#### TASK REQUIREMENTS
Every line of the entries with the word "Strażacka" in it should be shown.

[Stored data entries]
==============================
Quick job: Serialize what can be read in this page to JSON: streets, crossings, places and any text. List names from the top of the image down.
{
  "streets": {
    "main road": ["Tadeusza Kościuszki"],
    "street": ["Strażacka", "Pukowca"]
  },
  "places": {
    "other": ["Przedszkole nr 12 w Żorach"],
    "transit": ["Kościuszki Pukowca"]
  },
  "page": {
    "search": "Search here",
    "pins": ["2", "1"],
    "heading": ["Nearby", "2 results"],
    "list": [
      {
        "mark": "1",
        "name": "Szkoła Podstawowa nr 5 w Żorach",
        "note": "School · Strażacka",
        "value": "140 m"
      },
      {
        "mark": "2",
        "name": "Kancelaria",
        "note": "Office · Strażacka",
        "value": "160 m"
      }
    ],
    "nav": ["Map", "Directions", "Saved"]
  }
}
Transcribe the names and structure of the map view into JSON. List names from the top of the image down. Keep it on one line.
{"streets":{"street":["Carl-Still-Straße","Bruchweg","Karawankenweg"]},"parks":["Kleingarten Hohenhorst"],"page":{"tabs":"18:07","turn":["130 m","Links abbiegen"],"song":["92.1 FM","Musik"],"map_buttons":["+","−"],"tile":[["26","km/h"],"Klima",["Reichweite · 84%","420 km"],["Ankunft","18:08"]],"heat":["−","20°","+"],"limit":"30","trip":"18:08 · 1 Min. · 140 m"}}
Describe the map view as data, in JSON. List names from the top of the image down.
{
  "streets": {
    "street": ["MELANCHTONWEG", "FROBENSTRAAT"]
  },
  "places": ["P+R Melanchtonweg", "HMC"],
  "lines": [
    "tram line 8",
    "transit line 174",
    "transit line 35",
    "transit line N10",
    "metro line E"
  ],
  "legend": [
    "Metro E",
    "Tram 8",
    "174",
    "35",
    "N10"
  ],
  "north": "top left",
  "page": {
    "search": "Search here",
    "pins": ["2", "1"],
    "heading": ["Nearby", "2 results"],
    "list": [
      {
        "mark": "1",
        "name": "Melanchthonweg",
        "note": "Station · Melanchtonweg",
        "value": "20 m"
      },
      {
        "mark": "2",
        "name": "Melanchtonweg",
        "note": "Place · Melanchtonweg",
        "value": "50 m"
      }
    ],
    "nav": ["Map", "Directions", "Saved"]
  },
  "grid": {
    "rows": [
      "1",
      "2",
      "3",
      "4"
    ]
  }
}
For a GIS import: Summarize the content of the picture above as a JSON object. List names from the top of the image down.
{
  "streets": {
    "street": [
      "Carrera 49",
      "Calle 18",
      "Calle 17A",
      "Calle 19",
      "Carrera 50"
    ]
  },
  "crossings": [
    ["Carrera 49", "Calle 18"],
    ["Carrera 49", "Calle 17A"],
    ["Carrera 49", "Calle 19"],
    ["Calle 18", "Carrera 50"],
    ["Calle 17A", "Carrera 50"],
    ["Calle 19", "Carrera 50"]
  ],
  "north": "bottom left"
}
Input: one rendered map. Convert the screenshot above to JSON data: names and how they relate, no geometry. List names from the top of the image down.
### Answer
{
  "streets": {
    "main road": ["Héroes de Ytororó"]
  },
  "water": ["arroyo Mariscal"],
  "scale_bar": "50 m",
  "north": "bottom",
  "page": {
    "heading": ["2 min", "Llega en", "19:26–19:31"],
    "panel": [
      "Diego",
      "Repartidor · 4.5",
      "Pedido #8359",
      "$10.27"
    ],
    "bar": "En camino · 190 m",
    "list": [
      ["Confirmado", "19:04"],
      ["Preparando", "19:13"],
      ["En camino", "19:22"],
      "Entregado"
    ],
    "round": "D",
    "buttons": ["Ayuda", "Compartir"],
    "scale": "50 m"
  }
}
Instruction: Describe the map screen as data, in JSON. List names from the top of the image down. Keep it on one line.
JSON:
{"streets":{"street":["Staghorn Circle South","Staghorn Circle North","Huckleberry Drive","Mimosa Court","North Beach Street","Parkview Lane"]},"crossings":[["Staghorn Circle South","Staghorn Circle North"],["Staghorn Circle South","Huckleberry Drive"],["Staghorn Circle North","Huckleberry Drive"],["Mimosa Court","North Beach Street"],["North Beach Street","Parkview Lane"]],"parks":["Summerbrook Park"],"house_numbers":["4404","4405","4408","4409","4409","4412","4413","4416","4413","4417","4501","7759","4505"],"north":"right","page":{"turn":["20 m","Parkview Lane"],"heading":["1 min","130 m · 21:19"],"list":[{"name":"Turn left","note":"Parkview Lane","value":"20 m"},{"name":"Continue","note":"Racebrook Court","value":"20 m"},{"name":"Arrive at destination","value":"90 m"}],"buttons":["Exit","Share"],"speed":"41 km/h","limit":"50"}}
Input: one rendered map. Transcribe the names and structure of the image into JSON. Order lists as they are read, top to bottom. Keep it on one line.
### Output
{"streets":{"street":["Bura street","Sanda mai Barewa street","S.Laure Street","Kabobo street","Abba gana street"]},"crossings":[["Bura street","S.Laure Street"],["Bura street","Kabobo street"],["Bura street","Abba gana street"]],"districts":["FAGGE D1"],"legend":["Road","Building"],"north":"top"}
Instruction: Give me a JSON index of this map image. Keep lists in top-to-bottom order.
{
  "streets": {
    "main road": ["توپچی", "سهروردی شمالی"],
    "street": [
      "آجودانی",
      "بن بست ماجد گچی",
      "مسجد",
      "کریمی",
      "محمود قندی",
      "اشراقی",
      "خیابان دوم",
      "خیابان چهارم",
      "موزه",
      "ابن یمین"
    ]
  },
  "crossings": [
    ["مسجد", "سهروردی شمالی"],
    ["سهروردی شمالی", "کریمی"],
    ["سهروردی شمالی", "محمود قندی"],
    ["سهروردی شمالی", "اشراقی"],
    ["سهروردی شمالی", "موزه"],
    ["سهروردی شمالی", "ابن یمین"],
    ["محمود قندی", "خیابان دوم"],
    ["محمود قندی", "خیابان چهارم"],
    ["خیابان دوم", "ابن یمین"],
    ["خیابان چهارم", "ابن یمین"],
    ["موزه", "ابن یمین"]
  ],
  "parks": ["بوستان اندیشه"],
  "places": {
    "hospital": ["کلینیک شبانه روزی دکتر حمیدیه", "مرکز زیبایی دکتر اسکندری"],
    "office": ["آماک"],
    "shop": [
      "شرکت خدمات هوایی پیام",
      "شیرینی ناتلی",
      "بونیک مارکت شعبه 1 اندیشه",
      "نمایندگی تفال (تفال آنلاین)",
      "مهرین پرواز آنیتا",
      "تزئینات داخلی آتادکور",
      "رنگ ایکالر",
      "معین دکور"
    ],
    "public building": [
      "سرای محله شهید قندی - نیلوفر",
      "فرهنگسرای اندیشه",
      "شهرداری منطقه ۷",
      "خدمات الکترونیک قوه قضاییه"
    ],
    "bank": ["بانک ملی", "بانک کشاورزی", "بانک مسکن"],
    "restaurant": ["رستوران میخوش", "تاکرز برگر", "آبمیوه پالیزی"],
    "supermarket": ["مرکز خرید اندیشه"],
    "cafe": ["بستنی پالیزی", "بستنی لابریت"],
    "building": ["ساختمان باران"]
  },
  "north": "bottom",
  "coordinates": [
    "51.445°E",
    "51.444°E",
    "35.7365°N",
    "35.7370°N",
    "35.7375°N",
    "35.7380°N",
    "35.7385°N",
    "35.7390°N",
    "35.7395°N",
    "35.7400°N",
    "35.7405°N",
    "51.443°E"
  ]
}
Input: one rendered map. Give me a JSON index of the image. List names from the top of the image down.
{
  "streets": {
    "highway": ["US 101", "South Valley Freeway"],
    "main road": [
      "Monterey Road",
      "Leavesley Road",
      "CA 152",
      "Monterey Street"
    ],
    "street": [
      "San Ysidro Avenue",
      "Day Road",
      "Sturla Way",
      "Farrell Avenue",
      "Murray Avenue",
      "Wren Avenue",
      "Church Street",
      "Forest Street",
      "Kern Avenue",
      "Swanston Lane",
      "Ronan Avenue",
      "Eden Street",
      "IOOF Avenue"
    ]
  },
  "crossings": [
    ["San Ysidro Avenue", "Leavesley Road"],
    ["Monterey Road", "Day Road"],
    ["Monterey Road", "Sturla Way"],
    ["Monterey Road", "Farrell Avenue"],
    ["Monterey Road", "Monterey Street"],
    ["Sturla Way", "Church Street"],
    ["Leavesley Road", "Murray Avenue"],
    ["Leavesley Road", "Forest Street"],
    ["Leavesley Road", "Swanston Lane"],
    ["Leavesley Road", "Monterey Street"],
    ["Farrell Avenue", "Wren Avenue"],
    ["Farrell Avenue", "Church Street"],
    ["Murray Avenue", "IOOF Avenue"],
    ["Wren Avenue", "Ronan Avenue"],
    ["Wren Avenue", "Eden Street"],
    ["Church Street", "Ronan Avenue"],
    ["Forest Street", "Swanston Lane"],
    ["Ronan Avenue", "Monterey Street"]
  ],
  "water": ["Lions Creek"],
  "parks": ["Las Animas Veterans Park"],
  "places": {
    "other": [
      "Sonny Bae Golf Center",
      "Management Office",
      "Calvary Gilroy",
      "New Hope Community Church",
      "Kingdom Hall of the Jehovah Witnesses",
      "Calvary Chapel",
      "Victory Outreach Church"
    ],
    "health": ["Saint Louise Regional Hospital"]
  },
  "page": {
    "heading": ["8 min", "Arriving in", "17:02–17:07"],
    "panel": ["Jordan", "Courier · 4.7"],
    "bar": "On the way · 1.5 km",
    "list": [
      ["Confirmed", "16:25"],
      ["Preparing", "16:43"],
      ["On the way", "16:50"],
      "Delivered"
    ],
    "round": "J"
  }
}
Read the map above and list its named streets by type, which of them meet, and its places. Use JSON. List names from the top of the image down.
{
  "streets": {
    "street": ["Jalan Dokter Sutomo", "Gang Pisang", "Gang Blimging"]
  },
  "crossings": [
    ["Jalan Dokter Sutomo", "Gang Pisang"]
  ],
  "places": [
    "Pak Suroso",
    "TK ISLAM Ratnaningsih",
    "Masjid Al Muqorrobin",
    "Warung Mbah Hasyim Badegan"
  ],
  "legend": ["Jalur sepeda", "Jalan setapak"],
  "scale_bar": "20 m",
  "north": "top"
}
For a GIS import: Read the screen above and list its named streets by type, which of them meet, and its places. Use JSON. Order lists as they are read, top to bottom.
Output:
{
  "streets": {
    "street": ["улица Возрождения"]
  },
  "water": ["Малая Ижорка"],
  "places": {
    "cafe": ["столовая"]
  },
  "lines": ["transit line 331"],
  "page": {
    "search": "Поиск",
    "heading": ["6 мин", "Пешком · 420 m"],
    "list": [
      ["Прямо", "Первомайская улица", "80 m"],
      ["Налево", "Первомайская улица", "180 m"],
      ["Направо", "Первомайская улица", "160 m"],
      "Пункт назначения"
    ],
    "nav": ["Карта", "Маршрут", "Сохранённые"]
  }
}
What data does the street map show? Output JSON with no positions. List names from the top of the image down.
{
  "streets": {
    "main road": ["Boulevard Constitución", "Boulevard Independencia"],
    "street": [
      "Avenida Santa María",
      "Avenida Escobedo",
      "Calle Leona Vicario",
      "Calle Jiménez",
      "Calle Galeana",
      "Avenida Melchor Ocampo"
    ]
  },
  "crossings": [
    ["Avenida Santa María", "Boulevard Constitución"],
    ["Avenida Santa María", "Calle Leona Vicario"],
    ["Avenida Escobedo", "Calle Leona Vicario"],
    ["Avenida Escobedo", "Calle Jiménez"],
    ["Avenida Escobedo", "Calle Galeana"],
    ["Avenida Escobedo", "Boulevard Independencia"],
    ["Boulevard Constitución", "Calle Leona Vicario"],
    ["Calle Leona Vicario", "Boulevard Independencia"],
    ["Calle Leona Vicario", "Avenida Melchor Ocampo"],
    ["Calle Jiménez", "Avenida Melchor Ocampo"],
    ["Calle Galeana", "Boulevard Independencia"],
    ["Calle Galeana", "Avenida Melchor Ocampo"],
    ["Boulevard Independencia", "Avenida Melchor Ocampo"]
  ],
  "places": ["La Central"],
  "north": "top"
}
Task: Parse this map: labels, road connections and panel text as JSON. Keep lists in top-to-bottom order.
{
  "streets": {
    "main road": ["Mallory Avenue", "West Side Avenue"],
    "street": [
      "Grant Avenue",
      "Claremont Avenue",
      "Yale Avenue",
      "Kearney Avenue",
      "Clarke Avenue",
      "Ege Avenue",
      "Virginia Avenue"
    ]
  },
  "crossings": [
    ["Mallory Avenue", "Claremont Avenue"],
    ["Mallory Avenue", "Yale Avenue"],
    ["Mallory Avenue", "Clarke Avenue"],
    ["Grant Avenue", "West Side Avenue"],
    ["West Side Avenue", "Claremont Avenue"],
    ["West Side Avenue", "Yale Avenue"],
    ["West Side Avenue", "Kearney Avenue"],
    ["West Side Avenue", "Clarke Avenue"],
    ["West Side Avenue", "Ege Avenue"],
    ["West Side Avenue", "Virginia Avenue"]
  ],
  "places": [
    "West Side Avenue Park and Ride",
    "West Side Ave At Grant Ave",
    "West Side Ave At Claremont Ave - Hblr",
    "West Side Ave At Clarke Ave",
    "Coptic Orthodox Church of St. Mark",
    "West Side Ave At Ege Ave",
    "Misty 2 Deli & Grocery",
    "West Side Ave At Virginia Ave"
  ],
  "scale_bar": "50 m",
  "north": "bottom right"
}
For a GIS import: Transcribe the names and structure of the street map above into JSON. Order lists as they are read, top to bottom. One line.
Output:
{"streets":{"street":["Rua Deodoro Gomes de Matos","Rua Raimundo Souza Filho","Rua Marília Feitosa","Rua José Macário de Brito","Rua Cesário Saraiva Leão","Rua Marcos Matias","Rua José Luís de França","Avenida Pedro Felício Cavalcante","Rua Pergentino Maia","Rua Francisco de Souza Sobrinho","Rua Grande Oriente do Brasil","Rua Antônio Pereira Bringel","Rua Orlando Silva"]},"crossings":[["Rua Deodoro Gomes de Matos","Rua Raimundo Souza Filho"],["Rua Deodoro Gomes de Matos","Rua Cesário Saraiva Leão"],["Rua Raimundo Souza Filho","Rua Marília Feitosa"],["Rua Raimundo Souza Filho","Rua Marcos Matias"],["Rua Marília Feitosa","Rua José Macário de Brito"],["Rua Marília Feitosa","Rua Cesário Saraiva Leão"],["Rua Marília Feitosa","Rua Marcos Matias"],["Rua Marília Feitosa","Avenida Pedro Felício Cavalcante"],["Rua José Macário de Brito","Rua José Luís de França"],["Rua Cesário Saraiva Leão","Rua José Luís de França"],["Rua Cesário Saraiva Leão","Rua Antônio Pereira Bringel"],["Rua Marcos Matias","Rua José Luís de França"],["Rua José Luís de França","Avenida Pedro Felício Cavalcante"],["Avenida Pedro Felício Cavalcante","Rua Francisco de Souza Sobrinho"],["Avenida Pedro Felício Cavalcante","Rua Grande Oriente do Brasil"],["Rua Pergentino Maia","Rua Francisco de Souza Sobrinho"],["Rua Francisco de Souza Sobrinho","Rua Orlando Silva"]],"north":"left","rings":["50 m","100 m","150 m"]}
==============================
#### EXERCISE SOLUTION
    "street": ["Strażacka", "Pukowca"]
        "note": "School · Strażacka",
        "note": "Office · Strażacka",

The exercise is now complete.